Certain objects come into our possession by gift or inheritance. Some come to us as chance or fortune puts them in our way. Still others we search out on our own, with more or less determination, more or less patience, and more or less success. Among those objects I’m always looking for are Rose Macaulay novels. The only one in print in the United States, I think, is The Towers of Trebizond. Beyond that, you’ll have to snoop at length through used bookshops – unless, that is, you want to cheat and place an order online, which is something like driving out to the woods with a hunting rifle but stopping instead at the local grocery store for venison steaks.
In addition to The Towers of Trebizond, which was my introduction to Macaulay, I’ve managed over the years to bag copies of Crewe Train (a personal favorite), The World My Wilderness (not a personal favorite) and They Were Defeated, plus a few of her non-fiction titles. Not long ago, however, one of my fellow Rose Macaulay enthusiasts in Northern California must have died (there can’t be many of us left), because a used bookshop I frequent suddenly had maybe a dozen dusty hardbound titles in the stacks.
Imagine my astonishment, my bewildered joy. Among the non-fiction was a pristine copy of Pleasure of Ruins, as well as her travel books The Fabled Shore and They Went to Portugal. Among the novels there was Potterism – in bad decay – and Told by an Idiot, and I Would Be Private. These last two I brought home with me, though I’m sorry to say that the bookseller knew what he had on the shelf (he was also trying to sell them online) and didn’t part with them cheaply.
I read Told by an Idiot a week or two ago. It was great fun, from Macaulay’s strong, comic period of the 1920s. What I want to comment on, however, is not the story but an ex libris mark I discovered on the first page of the book. In fading ink and a nice, calligraphic hand, it reads: “Alec Waugh, Edrington, Berks.”

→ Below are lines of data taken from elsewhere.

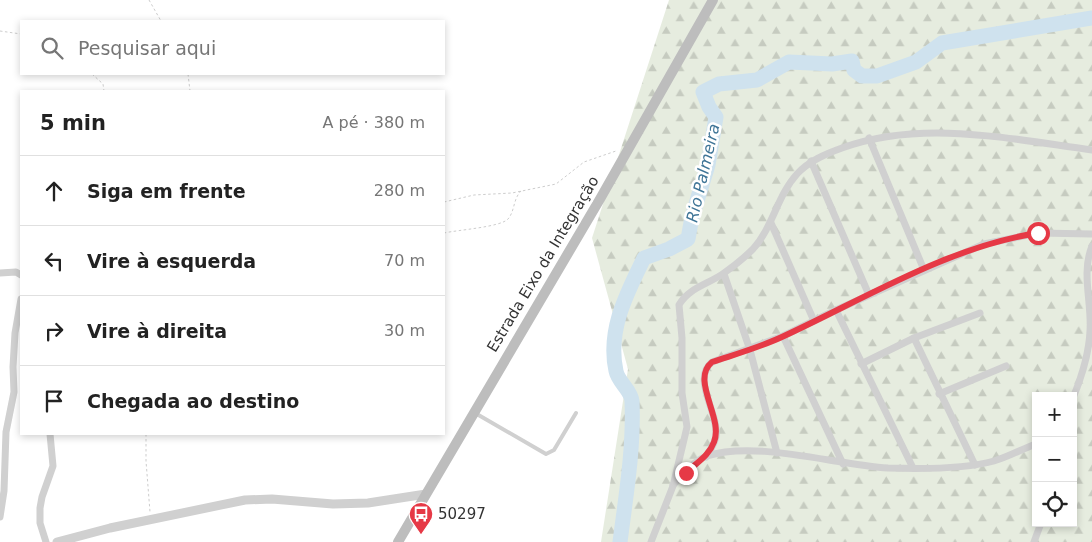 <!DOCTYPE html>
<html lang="pt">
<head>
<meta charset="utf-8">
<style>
  body { margin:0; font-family:"DejaVu Sans",sans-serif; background:#f2f2f2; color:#222 }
  .controls { position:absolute; right:15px; bottom:15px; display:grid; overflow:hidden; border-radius:0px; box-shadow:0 2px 8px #0003 }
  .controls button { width:45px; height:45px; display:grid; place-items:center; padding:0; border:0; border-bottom:1px solid #e0e0e0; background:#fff; color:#222; font:25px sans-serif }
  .stop { position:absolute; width:15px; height:15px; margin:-11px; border:4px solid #e63946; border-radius:50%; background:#fff }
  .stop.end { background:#e63946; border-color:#fff; box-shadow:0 1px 5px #0008 }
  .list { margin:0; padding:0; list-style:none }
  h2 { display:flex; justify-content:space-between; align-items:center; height:65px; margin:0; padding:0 20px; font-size:21px }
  h2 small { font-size:16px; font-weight:400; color:#767676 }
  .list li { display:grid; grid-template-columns:32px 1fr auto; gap:15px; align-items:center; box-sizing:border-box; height:70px; padding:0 20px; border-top:1px solid #e0e0e0 }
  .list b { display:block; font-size:19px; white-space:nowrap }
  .list em { font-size:16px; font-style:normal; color:#767676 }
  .icon { flex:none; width:28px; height:28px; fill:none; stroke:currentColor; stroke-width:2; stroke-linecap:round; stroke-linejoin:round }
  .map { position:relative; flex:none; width:1092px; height:542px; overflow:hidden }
  .search { position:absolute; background:#fff; box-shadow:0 2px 8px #0003; left:20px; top:20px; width:425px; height:55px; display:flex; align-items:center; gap:12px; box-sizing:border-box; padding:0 18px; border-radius:0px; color:#767676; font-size:19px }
  .panel { position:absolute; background:#fff; box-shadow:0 2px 8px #0003; left:20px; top:90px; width:425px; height:345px; border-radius:0px }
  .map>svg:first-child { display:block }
  .forest { fill:url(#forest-firs); fill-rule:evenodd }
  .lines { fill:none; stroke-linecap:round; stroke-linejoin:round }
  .river { stroke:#cfe2ee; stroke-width:15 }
  .path { stroke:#cdcdcd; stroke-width:1; stroke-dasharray:2.5 2.5; stroke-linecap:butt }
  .service { stroke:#d0d0d0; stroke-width:4 }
  .minor { stroke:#d0d0d0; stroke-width:7 }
  .tertiary { stroke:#d0d0d0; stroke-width:9 }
  .secondary { stroke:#bdbdbd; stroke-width:10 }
  .route { stroke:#e63946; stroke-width:6 }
  .labels { text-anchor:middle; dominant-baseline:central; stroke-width:5; stroke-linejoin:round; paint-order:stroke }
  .street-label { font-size:15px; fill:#333; stroke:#fff }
  .poi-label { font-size:15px; fill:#333; stroke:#fff; text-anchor:start }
  .water-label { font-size:16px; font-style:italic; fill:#3f7597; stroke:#fff }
</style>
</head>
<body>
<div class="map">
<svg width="1092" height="542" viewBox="0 0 1092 542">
  <defs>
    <pattern id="forest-firs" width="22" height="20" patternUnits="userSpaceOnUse" patternTransform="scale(1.25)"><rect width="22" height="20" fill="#e6ecdf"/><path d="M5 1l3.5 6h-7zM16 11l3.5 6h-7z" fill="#c6cbc0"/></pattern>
  </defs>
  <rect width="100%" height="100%" fill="#fff"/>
  <path class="forest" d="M669,0H1092V542H601L628,369L592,238ZM1036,396H1073V523H1036Z"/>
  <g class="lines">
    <path class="river" d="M620,542C626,495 634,448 632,401C631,390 618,382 616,371C607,330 627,293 644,258L669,249L688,239L692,217L708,165L716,117L709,107L703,92L719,84L757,80L789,62L832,64L852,61L854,70L862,76H877L916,62L942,43L1092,18"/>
    <g class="path">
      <path d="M149,0L161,21"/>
      <path d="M0,31L21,34"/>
      <path d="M92,74L103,84L104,91"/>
      <path d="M188,74L190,91"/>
      <path d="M444,202L474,195L512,193L556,184L584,162L616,151"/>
      <path d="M444,233C457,230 501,227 508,219C515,211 513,199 521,191"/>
      <path d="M146,434V461L150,512"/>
    </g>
    <path class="service" d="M475,413L546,454L554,450L576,413"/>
    <g class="minor">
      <path d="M869,138L924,270"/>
      <path d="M811,161L869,295"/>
      <path d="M771,223L814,321"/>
      <path d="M0,273L16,272L21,275"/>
      <path d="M724,274L750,350L777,453"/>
      <path d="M836,310L913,468"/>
      <path d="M783,336L843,464"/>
      <path d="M914,338L975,465"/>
      <path d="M861,364L914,338L980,313"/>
      <path d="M939,394L1006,366"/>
      <path d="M1073,398C1082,376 1089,354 1090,331C1092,303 1081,273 1092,246"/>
      <path d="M706,457C710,450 715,444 716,436C719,413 691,379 712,362L783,336L836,310L984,244L1038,233L1092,234"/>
      <path d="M673,485C682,476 694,460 707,456C756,440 836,465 888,468C918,469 965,469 994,461C1008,457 1022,449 1036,444"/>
      <path d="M0,517L4,491L6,432L14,392L13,367L15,333L21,299"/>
      <path d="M46,542L40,523V508L42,497L53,466L50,434"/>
      <path d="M651,542L673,486L687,427L682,393V338L679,305C688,288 709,284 724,273C734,266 745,257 753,249C773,227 777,196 797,174C809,161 825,154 842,148C922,119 1010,139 1092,150"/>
      <path d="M1034,542L1041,523"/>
    </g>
    <path class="tertiary" d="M57,542L110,528L245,500L272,499L333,504L368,503L426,494"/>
    <path class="secondary" d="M398,542L600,199L713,0"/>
  </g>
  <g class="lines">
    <path class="route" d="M686,473C696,463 709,456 714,442C724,418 690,380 712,362C736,354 761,347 784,336C866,298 948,247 1038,233"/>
  </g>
  <defs>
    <g id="bus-pin" transform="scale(1.25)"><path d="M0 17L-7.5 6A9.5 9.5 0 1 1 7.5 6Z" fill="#e63946" stroke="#fff"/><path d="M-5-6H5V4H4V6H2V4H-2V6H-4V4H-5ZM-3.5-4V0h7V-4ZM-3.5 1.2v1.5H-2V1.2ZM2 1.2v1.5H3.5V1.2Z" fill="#fff"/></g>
  </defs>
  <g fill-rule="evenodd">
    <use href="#bus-pin" x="421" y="514"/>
  </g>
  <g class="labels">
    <g class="street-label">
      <text transform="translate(543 264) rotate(-59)">Estrada Eixo da Integração</text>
    </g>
    <g class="poi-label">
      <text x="438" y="514">50297</text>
    </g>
    <g class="water-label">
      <text transform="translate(703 173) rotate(-77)">Rio Palmeira</text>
    </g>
  </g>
</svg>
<div class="controls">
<button>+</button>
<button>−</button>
<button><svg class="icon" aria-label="locate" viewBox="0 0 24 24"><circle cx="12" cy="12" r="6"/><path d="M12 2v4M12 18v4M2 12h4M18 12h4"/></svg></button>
</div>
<div class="stop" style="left:1038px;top:233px"></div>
<div class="stop end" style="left:686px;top:473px"></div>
<div class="search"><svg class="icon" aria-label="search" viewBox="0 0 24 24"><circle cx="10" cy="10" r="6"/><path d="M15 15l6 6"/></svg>Pesquisar aqui</div>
<section class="panel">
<h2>5 min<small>A pé · 380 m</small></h2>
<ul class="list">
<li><svg class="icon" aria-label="ahead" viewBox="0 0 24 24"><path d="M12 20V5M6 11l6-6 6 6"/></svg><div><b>Siga em frente</b></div><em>280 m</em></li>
<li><svg class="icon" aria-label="left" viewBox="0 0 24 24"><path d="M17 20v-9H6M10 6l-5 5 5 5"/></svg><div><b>Vire à esquerda</b></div><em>70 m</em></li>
<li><svg class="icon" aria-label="right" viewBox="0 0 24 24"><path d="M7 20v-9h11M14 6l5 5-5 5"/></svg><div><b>Vire à direita</b></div><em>30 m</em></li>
<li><svg class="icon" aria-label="arrive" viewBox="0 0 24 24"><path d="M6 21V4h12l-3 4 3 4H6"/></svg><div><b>Chegada ao destino</b></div></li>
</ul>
</section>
</div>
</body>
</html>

Waugh is not a common name. Did Evelyn Waugh have a brother Alec? A few minutes of research confirmed it. Alec Waugh was also a novelist, though not as successful as his younger brother. Alexander Waugh (Evelyn’s grandson) chronicles several generations of Waugh family gossip in Fathers and Sons and reports that Alec’s wife Joan inherited a great deal of money when her father died in the early 1930s. With it she bought an old house near Silchester in Berkshire, which she named Edrington. Alec and Joan had a troubled marriage but he used Edrington as a sort of home base for several years. He liked to keep a strict dividing line between his possessions and her possessions, his money and her money. He insisted on paying a monthly fee for drinking her wine.
The book appears to have belonged to him, but I still have questions. It’s a first edition (W. Collins Sons, London, 1923), with “Review Copy” stamped on the title page. Was Alec Waugh the first owner of the book? Did he write a review of it? Did he own it for some years but only write his name in it when moving to Edrington (ten years after the date of publication), so as to keep his books separate from those of his wife? And how did the book come to the United States? How did the book’s owner prior to myself get hold of it? None of the other Macaulay titles from the bookshop were inscribed by Waugh.
Books, considered as objects, may be as inscrutable as people. The lives of books may be as various and particular as the lives of people. As artifacts of human culture, over time they become strangely humanlike. Their biographies are perhaps hinted at by outward signs, but these never tell more than a fraction of their story, and the tale of their outward lives may have no bearing at all to the plot and the characters they contain. It’s getting to be an old game, playing the Luddite and bemoaning the rise of electronic books. But this is where they fail. In order to be a human object, a book must first of all be an object.